Dataset excerpts:
● ● ● ● ● ● ●
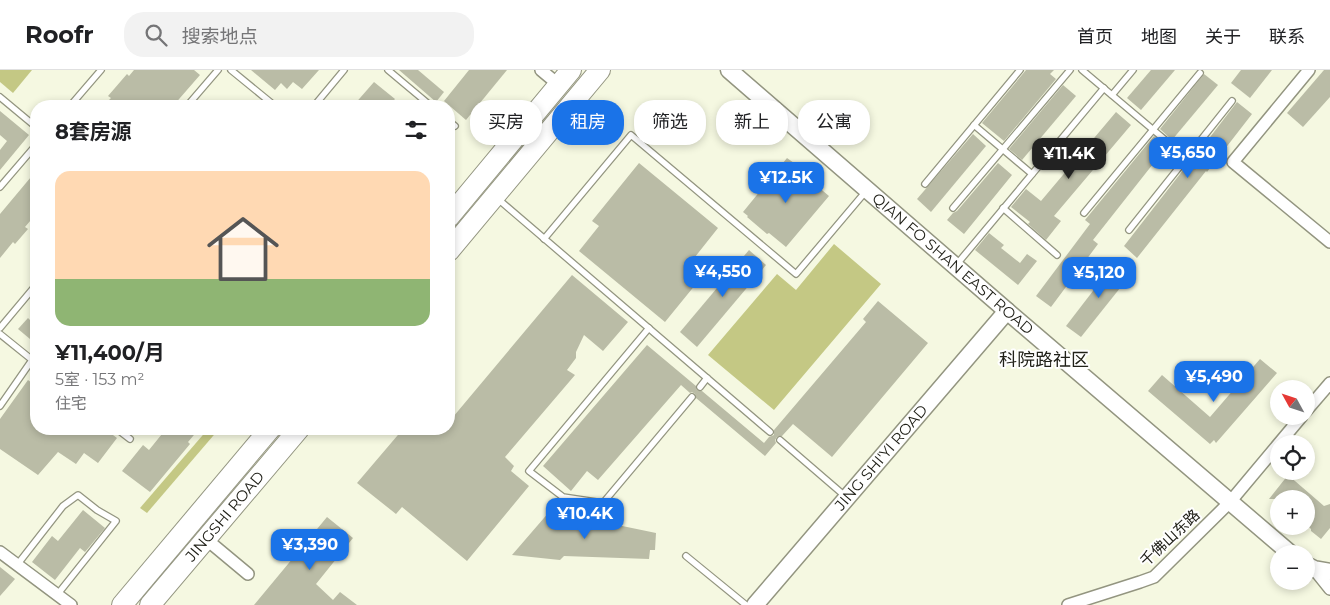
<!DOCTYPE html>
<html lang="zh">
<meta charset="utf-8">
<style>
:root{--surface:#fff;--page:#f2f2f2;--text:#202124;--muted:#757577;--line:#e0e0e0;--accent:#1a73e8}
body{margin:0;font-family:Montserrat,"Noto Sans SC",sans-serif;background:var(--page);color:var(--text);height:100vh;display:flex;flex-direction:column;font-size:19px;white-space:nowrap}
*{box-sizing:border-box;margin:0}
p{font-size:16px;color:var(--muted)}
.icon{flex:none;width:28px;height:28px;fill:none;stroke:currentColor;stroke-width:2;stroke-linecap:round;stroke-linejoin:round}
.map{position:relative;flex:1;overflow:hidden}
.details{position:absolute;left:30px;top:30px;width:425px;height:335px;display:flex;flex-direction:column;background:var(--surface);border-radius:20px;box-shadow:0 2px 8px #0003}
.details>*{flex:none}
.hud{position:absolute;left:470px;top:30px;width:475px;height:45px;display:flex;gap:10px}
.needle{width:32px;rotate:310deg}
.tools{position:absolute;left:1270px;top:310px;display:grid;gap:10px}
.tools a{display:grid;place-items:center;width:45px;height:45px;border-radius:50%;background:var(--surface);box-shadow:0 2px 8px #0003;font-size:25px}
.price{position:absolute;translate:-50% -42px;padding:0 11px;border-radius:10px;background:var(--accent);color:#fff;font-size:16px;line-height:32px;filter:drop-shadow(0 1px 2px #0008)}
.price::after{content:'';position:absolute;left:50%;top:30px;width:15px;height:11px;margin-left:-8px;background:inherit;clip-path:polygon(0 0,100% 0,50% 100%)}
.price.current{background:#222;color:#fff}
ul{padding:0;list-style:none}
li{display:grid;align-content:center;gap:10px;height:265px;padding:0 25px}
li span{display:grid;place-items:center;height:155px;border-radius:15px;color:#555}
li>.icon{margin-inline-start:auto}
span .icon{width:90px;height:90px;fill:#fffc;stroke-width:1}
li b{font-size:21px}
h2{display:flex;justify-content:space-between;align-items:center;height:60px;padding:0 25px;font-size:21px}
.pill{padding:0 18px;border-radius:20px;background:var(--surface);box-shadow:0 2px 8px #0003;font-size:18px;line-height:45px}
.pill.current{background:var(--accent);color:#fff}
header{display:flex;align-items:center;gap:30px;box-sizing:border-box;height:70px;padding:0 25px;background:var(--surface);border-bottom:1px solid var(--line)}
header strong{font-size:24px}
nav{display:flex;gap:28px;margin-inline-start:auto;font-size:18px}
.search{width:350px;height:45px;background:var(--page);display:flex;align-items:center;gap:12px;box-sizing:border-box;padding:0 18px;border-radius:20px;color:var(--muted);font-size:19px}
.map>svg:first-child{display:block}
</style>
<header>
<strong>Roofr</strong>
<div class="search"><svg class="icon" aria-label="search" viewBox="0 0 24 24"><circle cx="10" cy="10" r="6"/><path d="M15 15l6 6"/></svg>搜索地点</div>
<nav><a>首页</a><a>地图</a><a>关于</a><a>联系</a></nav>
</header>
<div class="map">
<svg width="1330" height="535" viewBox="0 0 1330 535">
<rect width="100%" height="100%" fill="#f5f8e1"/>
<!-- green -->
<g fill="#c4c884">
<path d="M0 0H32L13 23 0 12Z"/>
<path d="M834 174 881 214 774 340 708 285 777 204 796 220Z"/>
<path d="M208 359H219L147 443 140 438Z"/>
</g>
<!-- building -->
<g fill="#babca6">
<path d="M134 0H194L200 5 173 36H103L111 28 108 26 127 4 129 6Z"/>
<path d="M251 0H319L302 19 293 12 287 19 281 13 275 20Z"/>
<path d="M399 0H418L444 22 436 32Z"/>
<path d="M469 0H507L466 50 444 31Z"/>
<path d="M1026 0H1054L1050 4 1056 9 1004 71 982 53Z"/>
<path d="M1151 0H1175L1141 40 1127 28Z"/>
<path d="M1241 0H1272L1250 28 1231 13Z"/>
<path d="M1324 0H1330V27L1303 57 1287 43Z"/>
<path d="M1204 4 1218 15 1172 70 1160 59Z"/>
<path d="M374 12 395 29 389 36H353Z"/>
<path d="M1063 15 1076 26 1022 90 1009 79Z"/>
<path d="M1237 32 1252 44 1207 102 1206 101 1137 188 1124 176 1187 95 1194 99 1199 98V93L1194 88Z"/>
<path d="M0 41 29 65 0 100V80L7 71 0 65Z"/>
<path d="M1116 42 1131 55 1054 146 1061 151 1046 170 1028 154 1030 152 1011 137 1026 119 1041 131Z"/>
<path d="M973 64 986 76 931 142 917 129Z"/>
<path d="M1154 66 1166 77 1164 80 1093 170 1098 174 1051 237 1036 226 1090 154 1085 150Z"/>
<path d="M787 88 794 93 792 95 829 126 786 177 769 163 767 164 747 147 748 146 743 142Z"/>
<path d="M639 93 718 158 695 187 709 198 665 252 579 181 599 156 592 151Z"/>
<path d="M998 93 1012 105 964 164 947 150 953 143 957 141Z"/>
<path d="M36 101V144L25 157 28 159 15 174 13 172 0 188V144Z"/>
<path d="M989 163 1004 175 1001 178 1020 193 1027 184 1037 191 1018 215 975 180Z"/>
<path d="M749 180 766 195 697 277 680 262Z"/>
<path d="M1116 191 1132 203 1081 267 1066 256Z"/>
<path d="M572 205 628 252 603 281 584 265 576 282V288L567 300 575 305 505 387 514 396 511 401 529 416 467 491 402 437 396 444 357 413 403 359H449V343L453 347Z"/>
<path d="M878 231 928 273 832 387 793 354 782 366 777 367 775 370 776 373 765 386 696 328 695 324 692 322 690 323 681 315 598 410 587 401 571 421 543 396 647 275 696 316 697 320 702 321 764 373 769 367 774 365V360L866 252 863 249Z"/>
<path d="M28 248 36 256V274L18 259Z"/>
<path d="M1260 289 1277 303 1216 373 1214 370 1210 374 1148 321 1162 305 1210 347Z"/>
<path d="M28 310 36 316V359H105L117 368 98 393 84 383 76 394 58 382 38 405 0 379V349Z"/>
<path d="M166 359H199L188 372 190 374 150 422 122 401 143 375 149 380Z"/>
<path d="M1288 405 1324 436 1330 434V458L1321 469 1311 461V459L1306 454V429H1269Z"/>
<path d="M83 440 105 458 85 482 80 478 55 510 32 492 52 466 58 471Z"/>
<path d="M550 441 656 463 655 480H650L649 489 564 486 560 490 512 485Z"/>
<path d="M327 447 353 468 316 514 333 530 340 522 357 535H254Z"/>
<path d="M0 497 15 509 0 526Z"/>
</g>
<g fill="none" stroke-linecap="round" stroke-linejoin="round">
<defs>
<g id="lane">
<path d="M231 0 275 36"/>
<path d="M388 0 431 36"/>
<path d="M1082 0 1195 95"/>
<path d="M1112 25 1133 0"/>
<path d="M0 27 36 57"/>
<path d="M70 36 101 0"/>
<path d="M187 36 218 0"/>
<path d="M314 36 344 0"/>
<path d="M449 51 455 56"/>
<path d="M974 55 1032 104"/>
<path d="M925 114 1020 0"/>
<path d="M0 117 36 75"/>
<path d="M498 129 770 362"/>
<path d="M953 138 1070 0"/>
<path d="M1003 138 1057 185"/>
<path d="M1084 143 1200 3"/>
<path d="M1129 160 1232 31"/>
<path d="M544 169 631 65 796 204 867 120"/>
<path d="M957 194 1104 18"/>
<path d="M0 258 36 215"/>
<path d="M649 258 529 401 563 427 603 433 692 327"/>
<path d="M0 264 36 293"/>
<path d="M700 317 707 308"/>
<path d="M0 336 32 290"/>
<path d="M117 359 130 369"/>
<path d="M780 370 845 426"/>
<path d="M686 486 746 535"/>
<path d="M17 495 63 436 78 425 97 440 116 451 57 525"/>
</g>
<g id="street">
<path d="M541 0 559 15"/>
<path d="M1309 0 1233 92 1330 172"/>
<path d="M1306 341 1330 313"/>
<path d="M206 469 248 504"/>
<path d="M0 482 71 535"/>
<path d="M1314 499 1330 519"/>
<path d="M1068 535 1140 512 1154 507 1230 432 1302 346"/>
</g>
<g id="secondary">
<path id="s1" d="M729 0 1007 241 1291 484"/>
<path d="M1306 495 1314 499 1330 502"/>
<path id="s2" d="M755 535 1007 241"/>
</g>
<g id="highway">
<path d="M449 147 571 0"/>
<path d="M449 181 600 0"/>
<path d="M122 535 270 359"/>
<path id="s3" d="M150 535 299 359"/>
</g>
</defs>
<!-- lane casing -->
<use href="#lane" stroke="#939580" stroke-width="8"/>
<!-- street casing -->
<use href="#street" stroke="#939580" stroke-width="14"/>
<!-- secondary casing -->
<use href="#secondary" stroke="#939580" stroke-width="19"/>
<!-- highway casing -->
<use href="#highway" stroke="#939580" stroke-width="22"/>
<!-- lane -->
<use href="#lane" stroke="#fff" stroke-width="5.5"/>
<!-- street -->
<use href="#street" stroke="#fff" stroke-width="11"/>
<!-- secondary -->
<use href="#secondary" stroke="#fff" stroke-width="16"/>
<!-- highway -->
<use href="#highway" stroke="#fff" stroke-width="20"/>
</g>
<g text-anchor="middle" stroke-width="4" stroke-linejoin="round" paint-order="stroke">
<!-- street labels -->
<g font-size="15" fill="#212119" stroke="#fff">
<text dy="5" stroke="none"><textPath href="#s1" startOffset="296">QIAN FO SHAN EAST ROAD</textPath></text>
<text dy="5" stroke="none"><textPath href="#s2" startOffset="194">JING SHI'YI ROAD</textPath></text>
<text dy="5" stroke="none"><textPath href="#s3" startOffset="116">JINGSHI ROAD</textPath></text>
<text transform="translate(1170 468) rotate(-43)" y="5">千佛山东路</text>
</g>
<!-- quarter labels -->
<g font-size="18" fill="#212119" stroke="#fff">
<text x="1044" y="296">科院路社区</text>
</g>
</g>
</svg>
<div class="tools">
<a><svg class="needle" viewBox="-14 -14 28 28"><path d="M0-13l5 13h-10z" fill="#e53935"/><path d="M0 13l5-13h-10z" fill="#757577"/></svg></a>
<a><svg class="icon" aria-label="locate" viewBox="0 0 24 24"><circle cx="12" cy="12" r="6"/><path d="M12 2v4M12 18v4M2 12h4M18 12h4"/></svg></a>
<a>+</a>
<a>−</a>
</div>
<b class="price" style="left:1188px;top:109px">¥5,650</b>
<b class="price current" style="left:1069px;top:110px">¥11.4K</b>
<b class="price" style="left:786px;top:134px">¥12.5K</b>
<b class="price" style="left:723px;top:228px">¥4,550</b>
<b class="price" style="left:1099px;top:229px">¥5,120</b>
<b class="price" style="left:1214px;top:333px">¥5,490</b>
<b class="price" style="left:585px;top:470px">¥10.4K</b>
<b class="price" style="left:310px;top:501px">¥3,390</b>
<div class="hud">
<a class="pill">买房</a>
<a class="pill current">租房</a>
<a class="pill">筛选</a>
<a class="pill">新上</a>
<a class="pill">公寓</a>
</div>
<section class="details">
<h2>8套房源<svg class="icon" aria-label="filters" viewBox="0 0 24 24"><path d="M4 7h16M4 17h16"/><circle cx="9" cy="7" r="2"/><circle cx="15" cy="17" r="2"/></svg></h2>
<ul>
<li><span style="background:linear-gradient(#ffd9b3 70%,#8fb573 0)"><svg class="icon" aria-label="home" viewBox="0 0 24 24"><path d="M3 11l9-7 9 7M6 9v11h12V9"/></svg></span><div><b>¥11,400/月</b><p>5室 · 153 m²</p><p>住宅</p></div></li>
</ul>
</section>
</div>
● ● ● ● ● ● ●
* **WHAT NEEDS TO BE DONE**:
Only the count is needed: the number of lines in the data that include the word "accent".

* **EXPECTED ANSWER**:
3